Report, word for word, every line of the material that contains "Torre".

Content starts

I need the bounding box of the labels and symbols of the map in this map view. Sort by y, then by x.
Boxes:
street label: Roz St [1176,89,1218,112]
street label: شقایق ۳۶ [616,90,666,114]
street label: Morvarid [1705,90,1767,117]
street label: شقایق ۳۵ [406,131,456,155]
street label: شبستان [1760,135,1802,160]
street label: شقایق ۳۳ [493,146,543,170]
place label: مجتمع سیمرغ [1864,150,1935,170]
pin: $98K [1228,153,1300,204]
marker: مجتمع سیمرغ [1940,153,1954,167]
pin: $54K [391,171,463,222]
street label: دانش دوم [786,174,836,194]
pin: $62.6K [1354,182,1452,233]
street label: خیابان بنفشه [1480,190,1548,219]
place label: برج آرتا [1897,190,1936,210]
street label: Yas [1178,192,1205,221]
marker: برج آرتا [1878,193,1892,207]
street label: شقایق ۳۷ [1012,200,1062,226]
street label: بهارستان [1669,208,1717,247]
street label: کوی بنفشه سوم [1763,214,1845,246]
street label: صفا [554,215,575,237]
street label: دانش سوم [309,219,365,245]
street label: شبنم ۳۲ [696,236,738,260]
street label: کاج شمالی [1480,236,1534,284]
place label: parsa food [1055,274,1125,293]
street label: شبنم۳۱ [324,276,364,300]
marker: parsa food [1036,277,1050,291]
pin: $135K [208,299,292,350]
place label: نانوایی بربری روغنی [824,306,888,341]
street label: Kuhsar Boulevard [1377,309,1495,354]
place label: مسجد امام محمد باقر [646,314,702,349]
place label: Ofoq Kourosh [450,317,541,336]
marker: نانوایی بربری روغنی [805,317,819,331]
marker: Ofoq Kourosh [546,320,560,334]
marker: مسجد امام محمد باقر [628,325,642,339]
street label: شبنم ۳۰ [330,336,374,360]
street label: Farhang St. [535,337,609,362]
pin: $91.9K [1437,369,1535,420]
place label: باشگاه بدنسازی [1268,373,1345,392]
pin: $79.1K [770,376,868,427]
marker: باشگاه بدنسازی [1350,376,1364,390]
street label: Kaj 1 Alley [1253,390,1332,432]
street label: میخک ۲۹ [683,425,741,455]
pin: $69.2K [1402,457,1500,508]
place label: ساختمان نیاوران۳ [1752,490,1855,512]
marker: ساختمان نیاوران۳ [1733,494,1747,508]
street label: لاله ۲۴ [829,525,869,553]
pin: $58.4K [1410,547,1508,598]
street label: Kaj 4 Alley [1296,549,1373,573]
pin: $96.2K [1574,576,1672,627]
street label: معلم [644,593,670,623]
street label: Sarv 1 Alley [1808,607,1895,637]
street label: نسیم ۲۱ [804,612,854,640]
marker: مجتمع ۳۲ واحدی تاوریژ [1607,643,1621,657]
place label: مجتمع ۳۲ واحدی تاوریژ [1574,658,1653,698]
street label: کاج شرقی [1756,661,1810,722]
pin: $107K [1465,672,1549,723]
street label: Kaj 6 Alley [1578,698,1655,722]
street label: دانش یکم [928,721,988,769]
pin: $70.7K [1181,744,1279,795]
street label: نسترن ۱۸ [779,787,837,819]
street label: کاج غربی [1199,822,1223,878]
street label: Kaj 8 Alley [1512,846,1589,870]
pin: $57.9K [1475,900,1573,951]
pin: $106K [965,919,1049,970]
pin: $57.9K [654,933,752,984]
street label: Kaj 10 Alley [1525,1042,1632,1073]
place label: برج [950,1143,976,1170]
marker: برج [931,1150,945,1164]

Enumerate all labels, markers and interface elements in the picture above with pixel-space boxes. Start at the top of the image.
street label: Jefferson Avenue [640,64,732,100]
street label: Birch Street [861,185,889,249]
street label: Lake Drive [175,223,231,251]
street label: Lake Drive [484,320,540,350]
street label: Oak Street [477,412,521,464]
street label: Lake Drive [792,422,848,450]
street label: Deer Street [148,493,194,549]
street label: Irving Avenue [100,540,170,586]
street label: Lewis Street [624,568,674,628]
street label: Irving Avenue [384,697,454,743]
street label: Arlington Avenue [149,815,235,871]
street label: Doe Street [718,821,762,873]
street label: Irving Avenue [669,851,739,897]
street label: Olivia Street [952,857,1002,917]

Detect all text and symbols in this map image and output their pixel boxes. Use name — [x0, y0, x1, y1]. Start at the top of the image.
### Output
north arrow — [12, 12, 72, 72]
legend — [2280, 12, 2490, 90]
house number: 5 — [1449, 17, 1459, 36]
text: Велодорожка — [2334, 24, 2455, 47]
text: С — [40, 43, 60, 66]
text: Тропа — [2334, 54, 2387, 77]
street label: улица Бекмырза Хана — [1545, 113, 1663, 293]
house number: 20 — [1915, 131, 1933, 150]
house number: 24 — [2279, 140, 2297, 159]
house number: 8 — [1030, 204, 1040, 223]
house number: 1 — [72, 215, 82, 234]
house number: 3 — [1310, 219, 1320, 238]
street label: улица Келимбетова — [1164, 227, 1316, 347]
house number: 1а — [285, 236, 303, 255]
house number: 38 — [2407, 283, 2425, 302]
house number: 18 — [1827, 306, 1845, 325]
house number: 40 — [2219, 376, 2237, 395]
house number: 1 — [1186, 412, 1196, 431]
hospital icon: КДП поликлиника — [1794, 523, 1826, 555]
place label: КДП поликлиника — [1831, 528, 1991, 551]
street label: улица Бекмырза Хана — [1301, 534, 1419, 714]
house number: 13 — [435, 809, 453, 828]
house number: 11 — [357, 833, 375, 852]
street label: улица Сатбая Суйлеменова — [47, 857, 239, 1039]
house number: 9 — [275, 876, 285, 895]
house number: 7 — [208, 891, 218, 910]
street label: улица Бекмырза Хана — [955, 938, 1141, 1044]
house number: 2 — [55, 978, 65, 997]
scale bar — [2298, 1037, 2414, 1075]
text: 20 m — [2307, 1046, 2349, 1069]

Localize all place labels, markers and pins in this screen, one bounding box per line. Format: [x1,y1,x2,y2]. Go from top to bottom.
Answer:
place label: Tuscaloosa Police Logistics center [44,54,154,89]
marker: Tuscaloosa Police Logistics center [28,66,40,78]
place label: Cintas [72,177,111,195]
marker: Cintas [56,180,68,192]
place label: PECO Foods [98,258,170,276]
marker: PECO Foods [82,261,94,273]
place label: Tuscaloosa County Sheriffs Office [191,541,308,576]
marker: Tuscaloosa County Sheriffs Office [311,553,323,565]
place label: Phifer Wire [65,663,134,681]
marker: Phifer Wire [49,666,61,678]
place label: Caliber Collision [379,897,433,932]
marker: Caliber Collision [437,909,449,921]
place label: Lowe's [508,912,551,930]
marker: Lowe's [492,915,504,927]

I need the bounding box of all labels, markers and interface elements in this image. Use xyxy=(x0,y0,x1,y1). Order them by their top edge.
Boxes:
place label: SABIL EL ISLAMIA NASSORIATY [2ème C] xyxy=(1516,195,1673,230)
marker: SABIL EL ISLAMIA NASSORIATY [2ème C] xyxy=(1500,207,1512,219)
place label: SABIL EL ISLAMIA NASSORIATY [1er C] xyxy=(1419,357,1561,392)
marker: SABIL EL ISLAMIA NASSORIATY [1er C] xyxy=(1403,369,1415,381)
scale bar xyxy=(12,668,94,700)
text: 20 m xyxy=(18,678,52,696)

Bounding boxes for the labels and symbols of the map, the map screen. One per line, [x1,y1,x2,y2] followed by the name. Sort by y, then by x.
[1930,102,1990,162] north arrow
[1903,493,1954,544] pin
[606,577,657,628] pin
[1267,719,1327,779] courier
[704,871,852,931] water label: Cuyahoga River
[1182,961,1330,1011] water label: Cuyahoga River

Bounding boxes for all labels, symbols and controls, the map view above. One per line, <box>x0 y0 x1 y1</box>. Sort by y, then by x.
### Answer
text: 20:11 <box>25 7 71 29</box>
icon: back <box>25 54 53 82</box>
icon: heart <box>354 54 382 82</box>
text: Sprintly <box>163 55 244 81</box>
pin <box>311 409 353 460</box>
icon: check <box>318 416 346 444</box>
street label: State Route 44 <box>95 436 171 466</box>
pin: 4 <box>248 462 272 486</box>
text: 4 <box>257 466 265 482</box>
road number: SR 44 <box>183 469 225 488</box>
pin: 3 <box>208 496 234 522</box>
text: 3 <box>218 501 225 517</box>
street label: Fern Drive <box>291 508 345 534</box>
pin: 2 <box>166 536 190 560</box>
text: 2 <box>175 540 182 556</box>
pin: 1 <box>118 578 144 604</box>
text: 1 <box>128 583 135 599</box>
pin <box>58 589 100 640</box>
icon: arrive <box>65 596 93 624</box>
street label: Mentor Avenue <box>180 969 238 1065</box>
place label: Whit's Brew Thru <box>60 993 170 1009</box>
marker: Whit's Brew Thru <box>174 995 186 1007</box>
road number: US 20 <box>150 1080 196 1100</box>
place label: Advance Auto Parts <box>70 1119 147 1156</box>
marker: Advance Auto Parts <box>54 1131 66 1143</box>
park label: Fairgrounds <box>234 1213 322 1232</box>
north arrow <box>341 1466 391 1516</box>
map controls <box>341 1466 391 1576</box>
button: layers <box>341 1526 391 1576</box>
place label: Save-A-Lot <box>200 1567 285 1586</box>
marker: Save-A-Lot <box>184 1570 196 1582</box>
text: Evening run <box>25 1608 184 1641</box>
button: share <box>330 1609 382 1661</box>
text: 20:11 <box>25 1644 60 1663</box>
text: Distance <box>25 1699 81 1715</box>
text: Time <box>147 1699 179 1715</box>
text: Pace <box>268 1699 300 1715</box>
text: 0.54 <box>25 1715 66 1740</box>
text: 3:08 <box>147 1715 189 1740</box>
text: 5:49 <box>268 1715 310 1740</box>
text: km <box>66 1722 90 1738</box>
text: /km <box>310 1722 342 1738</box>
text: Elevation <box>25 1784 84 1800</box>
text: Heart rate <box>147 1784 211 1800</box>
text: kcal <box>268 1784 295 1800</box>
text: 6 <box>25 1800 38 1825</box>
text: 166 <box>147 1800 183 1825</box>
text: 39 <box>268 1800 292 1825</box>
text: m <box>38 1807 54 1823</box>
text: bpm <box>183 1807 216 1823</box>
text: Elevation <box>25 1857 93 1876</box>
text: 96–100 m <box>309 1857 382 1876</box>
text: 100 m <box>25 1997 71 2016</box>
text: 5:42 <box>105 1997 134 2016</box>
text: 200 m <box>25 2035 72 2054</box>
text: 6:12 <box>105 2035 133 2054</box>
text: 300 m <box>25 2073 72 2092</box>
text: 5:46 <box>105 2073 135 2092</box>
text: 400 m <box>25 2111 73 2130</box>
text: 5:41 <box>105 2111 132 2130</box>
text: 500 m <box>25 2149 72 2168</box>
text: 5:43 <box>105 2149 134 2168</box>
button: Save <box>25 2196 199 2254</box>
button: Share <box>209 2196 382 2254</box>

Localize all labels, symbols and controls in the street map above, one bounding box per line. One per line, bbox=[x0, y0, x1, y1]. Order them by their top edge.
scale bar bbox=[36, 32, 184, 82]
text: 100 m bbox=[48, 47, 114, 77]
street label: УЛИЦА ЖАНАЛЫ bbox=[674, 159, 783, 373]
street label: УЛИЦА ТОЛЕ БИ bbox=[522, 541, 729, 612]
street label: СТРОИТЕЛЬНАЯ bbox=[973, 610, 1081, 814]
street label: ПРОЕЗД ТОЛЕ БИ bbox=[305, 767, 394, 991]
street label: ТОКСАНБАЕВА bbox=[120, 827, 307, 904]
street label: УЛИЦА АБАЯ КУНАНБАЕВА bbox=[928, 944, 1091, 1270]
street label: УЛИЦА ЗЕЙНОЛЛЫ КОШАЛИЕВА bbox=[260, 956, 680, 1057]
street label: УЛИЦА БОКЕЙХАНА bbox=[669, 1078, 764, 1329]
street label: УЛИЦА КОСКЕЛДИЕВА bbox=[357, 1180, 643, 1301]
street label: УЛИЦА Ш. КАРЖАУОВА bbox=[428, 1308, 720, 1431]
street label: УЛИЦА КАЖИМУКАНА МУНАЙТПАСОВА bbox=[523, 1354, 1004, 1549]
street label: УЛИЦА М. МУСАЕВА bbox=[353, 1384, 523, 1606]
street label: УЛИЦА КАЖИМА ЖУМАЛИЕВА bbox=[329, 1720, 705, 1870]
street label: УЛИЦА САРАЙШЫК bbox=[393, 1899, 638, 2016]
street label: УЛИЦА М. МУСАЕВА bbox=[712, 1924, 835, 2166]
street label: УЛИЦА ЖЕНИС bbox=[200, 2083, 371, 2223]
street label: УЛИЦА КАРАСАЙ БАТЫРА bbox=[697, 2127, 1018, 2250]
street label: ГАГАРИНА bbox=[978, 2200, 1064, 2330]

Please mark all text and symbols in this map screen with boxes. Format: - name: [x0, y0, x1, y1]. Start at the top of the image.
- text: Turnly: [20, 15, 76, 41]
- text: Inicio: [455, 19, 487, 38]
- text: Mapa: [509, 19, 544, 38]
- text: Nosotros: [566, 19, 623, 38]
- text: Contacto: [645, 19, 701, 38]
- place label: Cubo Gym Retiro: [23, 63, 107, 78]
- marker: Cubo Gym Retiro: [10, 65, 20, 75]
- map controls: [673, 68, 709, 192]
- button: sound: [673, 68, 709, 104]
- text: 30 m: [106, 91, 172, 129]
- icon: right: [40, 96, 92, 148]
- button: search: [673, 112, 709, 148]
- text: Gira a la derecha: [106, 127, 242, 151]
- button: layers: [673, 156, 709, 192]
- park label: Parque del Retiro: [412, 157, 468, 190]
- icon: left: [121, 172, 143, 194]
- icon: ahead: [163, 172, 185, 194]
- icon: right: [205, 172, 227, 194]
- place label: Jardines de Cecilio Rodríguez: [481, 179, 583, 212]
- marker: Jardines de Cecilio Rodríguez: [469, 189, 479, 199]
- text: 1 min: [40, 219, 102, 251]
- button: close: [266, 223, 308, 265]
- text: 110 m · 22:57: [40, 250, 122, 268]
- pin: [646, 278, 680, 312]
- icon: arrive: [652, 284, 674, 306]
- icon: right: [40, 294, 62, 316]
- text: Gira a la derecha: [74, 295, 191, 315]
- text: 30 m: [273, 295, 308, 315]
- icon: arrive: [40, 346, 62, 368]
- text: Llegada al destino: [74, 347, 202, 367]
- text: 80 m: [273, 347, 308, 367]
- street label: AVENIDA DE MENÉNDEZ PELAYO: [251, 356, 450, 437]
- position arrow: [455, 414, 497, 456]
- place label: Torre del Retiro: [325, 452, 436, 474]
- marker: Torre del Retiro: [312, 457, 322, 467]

Content ends

#### Answer below:
- place label: Torre del Retiro: [325, 452, 436, 474]
- marker: Torre del Retiro: [312, 457, 322, 467]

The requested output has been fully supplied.